Markus: Nein, für uns kam diese Entscheidung auch überraschend. Was Harald über
Believe gesagt hat, war durchaus richtig. Mit Believe hatten wir den höchsten
Chartentry und die besten Verkaufszahlen bis dato. Das Problem war die extrem
rückläufige Anzahl der Konzertbesucher. Bei den letzten drei Tourneen mussten
wir sehr viel Geld drauflegen, und vom Drauflegen kann man nicht lange leben.
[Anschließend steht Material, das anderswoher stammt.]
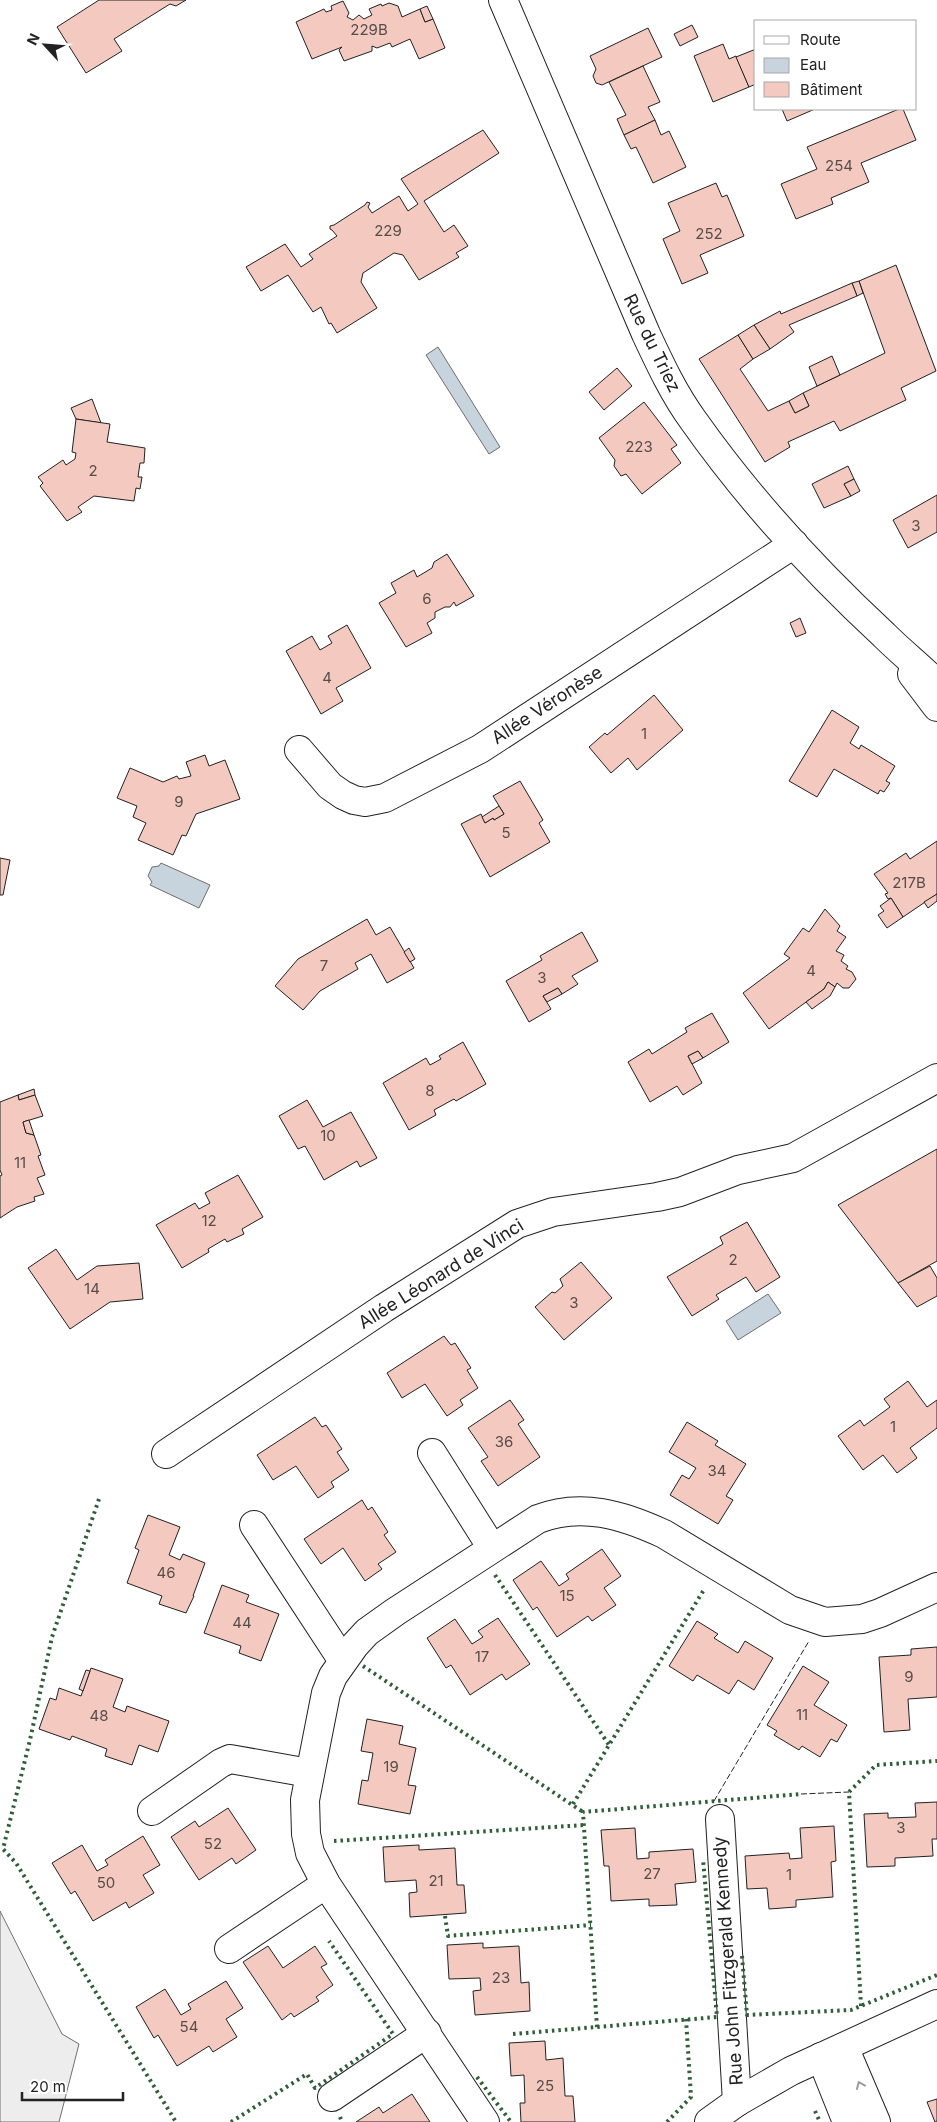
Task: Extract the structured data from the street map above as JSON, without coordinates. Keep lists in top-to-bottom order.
{
  "streets": {
    "street": [
      "Rue du Triez",
      "Allée Véronèse",
      "Allée Léonard de Vinci",
      "Rue John Fitzgerald Kennedy"
    ]
  },
  "crossings": [
    ["Rue du Triez", "Allée Véronèse"]
  ],
  "house_numbers": [
    "229B",
    "254",
    "229",
    "252",
    "223",
    "2",
    "3",
    "6",
    "4",
    "1",
    "9",
    "5",
    "217B",
    "7",
    "4",
    "3",
    "8",
    "10",
    "11",
    "12",
    "2",
    "14",
    "3",
    "1",
    "36",
    "34",
    "46",
    "15",
    "44",
    "17",
    "9",
    "11",
    "48",
    "19",
    "3",
    "52",
    "27",
    "1",
    "21",
    "50",
    "23",
    "54",
    "25"
  ],
  "legend": ["Route", "Eau", "Bâtiment"],
  "scale_bar": "20 m",
  "north": "top left"
}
Wir lieben es aber, live zu spielen und hassen es, im Studio zu sein. Also haben
wir uns gesagt, dass wir mal abwarten werden, wie die 10 Years Anniversary Tour
läuft. Wir haben’s also im Februar dieses Jahres nochmals gewagt, aber leider
endete diese Tour ebenso in einem Debakel. Danach mussten wir sagen: "Ok, es
geht einfach nicht mehr."
Glaubst Du vielleicht, dass es auch daran liegt, dass selbst in kleinen
Ländern wie der Schweiz mittlerweile das Angebot an Livekonzerten relativ gross
geworden ist?
Markus: Nun, auf unserer letzten Tour haben wir vor allem festgestellt, dass wir
ein ziemlich altes Fanpublikum haben, was auch schön ist, weil man sieht, wie
die Leute mit einem alt geworden sind und dass wir treue Fans haben. Das
Durchschnittsalter liegt wohl um die 30. Uns fehlt der Nachwuchs. Es geht uns
Gott sei Dank nicht alleine so. Auch viele andere Bands mussten ihre Tourneen
mangels Konzertbesuchern und aufgrund schlechter Vorverkaufszahlen absagen oder
abbrechen. Die Kids von heute stehen halt mehr auf Techno und Rave, oder wenn
sie härtere Musik mögen, eher auf New Metal wie Korn, Papa Roach etc. Ich
verstehe das auch. Crematory gibt’s mittlerweile seit 10 Jahren, und wir haben
fast jedes Jahr getourt. Ich würde mir auch keine Band sieben Mal anschauen. Es
ist halt viel interessanter für die Leute, wenn dann mal eine neue Band wie
beispielsweise Nightwish oder HIM kommt, Bands, die eben noch nie hier waren. Es
hat auch niemand das Geld, um sich vier Konzerte im Monat reinzuziehen. Dafür
muss man Verständnis haben, und das haben wir auch. Aber eine Band lebt zu zwei
Dritteln vom Livegeschäft und zu einem Drittel von den Plattenverkäufen, und
wenn plötzlich zwei Drittel wegfallen, dann geht’s nicht mehr.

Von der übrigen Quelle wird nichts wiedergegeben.